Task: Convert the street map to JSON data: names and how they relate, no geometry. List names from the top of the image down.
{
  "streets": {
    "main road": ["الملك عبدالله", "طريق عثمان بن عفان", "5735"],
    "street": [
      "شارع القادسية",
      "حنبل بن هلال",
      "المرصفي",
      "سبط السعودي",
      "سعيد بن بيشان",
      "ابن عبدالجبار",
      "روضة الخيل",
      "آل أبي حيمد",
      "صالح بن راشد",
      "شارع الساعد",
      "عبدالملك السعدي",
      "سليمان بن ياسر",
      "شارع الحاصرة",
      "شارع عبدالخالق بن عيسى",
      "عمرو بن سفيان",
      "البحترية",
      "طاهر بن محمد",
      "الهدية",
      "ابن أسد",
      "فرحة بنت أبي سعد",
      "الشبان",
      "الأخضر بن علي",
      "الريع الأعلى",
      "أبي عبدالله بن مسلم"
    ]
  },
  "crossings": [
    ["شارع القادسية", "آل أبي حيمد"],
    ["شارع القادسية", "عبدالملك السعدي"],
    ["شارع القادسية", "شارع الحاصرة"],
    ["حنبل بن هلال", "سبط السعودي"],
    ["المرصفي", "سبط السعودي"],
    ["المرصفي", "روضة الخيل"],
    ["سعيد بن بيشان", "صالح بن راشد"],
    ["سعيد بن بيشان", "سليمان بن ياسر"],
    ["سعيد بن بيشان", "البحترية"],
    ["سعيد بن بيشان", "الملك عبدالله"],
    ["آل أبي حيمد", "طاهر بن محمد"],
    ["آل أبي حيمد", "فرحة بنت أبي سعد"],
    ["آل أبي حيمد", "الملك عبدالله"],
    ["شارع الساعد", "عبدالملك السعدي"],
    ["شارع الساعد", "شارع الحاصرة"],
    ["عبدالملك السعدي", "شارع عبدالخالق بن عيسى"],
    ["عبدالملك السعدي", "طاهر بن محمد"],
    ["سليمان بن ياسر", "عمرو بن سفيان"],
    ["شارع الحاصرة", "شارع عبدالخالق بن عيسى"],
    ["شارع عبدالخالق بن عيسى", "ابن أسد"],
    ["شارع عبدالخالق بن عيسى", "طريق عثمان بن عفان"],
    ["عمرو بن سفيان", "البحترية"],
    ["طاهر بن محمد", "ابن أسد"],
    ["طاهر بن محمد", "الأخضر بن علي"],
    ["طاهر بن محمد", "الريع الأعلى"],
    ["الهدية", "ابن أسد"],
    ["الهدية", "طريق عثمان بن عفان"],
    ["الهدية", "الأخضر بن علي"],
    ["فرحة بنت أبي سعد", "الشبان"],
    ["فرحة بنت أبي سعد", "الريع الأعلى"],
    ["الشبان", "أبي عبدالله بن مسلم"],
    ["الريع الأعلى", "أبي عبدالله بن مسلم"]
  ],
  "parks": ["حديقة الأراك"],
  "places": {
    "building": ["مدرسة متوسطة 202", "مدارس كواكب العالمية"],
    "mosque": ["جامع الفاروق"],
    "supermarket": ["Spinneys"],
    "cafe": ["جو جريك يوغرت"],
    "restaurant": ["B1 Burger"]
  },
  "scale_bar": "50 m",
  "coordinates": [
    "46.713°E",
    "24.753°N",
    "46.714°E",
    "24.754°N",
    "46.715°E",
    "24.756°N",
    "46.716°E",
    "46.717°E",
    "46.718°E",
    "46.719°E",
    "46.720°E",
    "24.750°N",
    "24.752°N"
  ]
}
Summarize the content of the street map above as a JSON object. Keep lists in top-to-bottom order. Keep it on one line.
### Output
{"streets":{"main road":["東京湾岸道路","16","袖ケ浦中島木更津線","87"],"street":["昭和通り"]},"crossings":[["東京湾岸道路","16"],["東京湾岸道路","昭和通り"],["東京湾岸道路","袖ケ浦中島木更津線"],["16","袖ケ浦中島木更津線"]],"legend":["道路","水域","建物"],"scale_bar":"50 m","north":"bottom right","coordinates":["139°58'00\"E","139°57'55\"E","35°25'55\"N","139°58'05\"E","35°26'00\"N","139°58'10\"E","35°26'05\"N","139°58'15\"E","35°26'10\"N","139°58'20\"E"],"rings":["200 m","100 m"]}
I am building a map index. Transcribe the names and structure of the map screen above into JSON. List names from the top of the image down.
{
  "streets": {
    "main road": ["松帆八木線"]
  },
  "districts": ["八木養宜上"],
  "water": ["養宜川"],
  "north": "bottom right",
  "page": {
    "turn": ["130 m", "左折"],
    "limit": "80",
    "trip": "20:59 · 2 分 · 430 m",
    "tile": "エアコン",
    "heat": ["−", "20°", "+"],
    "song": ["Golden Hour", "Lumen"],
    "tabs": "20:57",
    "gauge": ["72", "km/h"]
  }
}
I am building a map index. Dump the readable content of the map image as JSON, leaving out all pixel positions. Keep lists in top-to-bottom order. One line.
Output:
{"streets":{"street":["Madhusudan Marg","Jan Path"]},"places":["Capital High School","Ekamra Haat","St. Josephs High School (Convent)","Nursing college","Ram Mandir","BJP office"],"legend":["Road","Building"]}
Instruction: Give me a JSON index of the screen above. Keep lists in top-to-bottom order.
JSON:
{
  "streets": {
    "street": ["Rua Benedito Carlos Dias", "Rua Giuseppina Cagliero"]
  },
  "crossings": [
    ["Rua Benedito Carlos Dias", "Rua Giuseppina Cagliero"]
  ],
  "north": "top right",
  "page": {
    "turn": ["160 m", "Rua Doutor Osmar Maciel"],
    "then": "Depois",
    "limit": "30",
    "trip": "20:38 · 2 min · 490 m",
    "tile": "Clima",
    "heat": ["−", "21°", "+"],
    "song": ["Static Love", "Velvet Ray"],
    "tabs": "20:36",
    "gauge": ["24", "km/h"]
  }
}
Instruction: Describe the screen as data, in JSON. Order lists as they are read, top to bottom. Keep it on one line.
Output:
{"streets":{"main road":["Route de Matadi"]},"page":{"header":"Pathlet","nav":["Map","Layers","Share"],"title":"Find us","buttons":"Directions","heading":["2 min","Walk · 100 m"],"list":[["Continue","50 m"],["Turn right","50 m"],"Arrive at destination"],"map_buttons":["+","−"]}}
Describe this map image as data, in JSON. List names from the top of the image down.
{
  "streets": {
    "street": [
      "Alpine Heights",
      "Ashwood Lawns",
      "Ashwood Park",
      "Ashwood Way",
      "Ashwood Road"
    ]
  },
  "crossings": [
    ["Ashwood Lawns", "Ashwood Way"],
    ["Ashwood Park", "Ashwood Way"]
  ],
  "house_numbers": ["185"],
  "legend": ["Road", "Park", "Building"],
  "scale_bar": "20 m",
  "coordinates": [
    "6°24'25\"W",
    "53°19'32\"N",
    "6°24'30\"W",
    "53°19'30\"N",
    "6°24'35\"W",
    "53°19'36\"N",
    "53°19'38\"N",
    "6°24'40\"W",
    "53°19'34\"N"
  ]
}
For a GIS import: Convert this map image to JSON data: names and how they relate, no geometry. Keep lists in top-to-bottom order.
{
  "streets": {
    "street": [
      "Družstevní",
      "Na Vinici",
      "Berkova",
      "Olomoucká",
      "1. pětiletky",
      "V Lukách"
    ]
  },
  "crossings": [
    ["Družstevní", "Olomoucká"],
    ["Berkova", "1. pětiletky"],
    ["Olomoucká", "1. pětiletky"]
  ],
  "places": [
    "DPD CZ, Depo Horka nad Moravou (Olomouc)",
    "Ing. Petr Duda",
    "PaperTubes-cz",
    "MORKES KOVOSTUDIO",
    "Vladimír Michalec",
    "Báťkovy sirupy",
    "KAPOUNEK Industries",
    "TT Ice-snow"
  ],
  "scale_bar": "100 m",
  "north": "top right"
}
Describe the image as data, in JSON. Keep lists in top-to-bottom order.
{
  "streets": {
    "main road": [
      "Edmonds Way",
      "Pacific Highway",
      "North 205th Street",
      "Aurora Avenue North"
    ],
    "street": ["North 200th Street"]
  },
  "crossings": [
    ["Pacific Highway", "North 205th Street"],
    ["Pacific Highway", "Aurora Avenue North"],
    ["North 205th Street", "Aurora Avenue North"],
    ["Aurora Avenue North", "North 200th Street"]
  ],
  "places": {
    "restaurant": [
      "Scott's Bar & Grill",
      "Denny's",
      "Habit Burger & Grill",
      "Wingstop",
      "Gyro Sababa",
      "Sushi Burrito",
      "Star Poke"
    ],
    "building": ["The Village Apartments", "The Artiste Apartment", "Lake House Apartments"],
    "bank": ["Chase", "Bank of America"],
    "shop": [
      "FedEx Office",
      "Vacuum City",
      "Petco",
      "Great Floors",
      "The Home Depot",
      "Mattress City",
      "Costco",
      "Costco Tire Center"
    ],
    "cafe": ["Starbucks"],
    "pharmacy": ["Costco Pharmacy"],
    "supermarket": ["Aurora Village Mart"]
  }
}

----

## Task details
Within the records above, each line containing "supermarket" is to be returned.

## Result of this exercise
    "supermarket": ["Spinneys"],
    "supermarket": ["Aurora Village Mart"]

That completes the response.